I’m a very character and setting-driven so, as a reader, I’ve always been drawn to these “quieter” stories that focus on these elements. Sure, they might not be the ones snagging the Netflix deals and sitting on the bestseller lists for weeks, but that doesn’t make them any less important. I think BIPOC writers should have the luxury of writing an abundance of stories, and that includes the quiet ones. Some of my favorite authors have books that could be considered quiet: Brandy Colbert, Sarah Everett, Ashley Woodfolk, Rebecca Barrow. I want to push back against the idea that just because stakes aren’t life-or-death doesn’t mean they don’t hold significance. Some of my most memorable books from childhood were the stories of teens dealing with family issues (Tyrell by Coe Booth), falling in love for the first time (Jason & Kyra by Dana Davidson), navigating popularity/friendship breakups (The Del Rio Bay Clique series by Paula Chase), and experiencing growing pains over the course of one hot summer (Peaches by Jodi Lynn Anderson).
4. You are a Lambda Literary Fellow which is an organization that brings together a community of queer writers. How has that experience been for you? Why do you think it’s important for authors to find a community in the writing world?
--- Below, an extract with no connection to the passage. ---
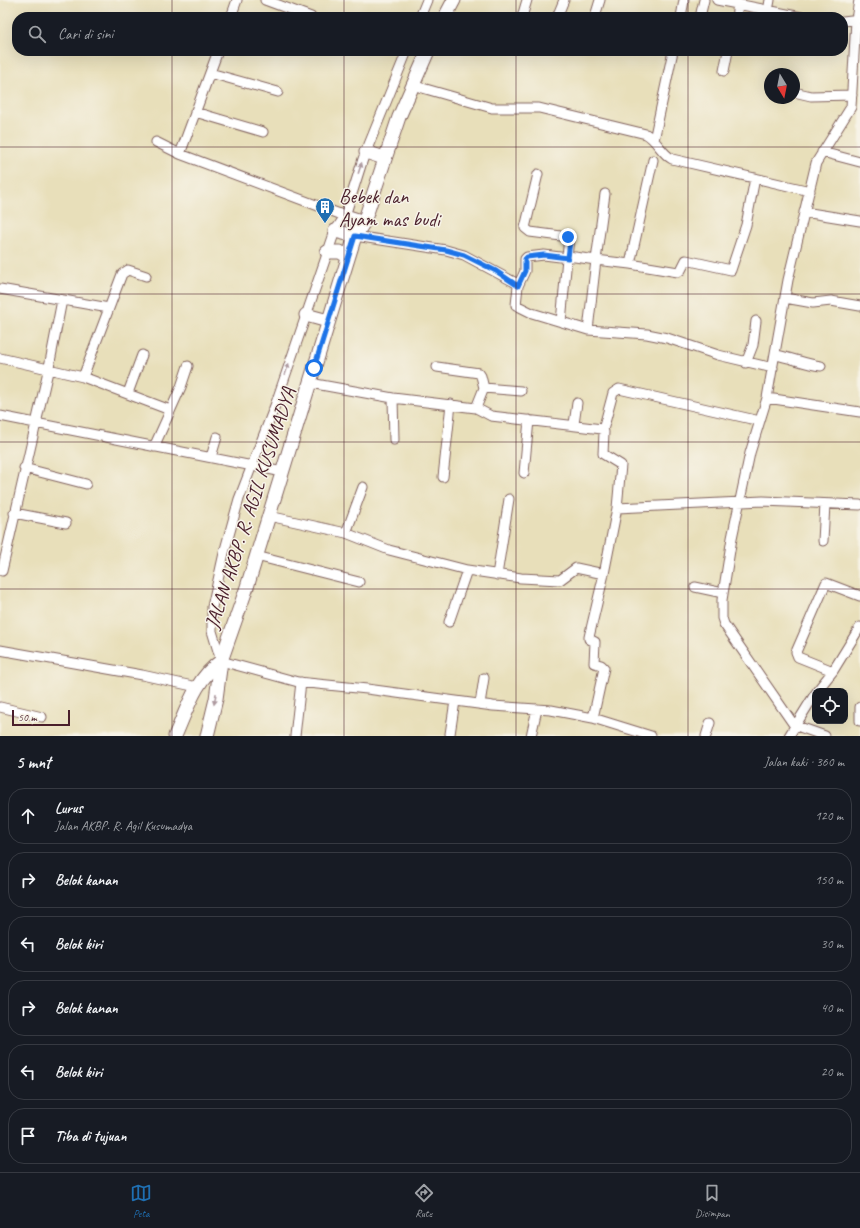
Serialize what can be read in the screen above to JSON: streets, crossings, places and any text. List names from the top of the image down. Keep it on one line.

What’s your advice for introverts?
I really enjoyed my time at Lambda when I went in 2018. It was my first (& only?) time being surrounded by a huge community of queer writers. From my YA cohort alone, I talk to Jen St. Jude and Octavia Saenz almost every day. I’m debuting in 2022 with two of my cohort members Lin Thompson and Sacha Lamb. I will forever be grateful to have been introduced to Tia Clark’s phenomenal writing because I think about it on a regular basis. And learning under emily danforth and having her mentorship was truly invaluable. She still makes herself accessible for any writing/publishing questions I have.
I can’t imagine trying to navigate the writing world without a community of other writers. Who else would I complain to?! I’m an introvert who thrives in small group settings (shoutout to the Lit Squad, 306, and the Crown and the Clowns group chats because y’all keep me afloat). My biggest advice for introverts is to find your people. It doesn’t even have to be a lot of people. But having 1-2 friends you can swap work with, talk about the industry, get advice, and vent to is so important. It’s normal to be afraid to put yourself out there & share your work with people you may not have met in person. And it’s okay if these connections don't happen right away! I’ve been actively pursuing publishing for about five or six years now, and I’m just now getting to a place where I feel like I have a set of author friends I can truly count on and trust.
5. There has been a lot of chatter about an author’s, especially a YA author, presence on social media? What is your take on this? Do you think the new expectation is for authors to adapt an influencer/Hollywood celebrity type persona?
Oof, this question alone gives me anxiety. I HOPE influencer/Hollywood Type personas are not going to be the new thing because just writing books is hard enough lol. Between writing and my full-time job, I wouldn’t have the energy. And also, I know for the sake of my mental health I need frequent breaks from social media.
6. Do you know when you’re at risk of burnout? What’s your form of self-care?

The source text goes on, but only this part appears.